The room was plain, unadorned except for the rough cot I was currently lying on and the chamberpot in the corner. My wrists, I realized, were shackled with mana suppression cuffs. The low roar was the blood drumming in my own ears, as if there were a tiny, angry man hammering his way out of my skull. The hot red light was the backlash.
The bastards didn’t even give me time to recuperate before slapping these unad-makers on. I could have died.
It was something, though, that they hadn’t cared enough to make sure I survived. That meant they didn’t really need me, which in turn meant there was only a limited amount of damage I might be able to do if the Redwater whelp and his Scythe leash-holder broke me.
The memory of those last moments was coming back in bits and pieces. Edmon’s death, Darrin’s ill-fated attempt to save me, the soulfire…
“You better be alive, boy,” I said aloud, my tongue thick and my voice raw.

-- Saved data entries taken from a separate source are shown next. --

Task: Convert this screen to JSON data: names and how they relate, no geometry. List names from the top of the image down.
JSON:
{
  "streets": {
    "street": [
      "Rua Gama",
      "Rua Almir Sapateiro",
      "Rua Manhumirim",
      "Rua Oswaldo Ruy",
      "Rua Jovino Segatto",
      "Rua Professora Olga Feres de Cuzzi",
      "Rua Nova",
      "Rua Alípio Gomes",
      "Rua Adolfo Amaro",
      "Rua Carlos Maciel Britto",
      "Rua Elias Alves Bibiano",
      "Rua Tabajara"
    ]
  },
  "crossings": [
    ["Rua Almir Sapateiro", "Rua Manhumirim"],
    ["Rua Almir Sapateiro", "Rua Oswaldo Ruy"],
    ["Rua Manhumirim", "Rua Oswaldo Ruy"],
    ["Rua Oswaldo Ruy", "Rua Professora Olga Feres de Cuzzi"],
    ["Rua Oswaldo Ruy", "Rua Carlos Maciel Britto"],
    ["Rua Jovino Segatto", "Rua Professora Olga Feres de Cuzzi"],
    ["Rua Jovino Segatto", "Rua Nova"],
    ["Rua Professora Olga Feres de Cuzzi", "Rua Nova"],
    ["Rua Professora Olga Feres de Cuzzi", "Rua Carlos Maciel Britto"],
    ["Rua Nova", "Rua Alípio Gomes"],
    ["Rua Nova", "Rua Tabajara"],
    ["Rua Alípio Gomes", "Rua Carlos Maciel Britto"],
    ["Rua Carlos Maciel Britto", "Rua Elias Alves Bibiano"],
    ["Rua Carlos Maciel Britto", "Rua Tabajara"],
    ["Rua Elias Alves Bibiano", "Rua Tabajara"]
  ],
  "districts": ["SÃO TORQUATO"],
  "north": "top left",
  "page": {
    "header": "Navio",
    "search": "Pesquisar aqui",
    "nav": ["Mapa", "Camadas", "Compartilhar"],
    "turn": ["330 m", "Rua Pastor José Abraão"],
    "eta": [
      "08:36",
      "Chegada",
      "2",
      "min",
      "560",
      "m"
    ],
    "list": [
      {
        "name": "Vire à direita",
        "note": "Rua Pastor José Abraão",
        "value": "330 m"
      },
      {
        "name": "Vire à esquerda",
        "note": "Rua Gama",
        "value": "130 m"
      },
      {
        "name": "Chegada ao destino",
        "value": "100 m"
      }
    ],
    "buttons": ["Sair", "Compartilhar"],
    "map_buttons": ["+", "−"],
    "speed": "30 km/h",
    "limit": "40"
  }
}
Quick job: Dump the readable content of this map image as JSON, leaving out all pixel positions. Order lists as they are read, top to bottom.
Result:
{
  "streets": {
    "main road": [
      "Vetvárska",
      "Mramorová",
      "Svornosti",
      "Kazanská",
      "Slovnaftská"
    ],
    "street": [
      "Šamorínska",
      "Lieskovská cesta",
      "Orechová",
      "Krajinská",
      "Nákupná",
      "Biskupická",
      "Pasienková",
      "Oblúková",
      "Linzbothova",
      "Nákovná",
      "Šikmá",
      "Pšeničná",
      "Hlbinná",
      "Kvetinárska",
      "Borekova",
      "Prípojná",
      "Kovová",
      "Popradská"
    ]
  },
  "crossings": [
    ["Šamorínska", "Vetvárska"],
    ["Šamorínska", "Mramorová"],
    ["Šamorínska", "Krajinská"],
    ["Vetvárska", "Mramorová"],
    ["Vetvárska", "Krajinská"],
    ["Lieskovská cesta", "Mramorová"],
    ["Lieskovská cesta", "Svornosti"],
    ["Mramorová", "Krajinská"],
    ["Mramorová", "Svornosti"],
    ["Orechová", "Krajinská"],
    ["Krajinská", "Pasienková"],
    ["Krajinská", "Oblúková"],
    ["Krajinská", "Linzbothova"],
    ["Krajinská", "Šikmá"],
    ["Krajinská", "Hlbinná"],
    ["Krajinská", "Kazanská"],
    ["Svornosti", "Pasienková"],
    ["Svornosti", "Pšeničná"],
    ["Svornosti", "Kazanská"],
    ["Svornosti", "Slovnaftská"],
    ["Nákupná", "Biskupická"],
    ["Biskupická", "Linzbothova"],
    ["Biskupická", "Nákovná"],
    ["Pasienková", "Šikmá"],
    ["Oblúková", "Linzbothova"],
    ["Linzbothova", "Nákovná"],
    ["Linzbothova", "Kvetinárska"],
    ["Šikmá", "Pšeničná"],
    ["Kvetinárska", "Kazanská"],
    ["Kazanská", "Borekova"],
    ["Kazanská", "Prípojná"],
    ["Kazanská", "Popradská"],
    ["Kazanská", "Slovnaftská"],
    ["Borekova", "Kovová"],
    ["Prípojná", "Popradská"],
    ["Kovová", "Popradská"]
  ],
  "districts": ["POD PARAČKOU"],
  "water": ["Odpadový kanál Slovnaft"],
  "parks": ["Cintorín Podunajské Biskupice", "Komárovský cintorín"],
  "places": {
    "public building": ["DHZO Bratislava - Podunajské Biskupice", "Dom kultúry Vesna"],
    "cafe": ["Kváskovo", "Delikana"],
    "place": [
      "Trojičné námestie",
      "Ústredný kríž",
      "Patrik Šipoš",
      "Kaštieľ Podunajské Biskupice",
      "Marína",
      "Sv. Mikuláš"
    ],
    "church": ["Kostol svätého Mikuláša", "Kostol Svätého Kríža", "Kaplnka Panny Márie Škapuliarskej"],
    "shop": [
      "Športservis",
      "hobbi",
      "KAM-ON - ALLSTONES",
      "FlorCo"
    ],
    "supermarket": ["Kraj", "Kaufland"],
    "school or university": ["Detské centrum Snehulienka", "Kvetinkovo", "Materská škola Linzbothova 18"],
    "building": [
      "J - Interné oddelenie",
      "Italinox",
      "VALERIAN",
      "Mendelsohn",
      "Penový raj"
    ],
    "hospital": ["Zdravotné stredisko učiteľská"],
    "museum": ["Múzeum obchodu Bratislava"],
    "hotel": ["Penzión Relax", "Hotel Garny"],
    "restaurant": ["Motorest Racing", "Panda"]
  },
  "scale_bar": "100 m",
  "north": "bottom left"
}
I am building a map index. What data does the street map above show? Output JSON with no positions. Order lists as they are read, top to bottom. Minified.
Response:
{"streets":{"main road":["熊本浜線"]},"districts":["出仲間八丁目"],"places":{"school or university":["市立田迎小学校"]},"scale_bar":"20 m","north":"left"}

I pictured Darrin’s eyes as Wolfrum bloody Redwater’s soulfire danced behind them, and bile rose up in the back of my throat.
Something bumped against the wall just to my left. I leaned closer, pressing my ear to the wall. I attempted to imbue mana into my ears to enhance my hearing, but of course this failed. “Who's there?”
There was no immediate response, and so I knocked twice on the wall.
“Keep it down!” a man hissed from the other side. “We’re not allowed to speak to each other.”
“Who are you?” I said, modulating my voice to a low rumble that I knew would carry through the wall without sounding across the entire complex, wherever we were.
A few seconds passed before the timid response. “No one. Just an Instiller from Taegrin Caelum. You don’t need to know me.”
I felt a jolt of interest that helped to clear my head, and I sat up in the cot. “Taegrin Caelum? Is it true the fortress turned against everyone who was there after the shockwave? What—”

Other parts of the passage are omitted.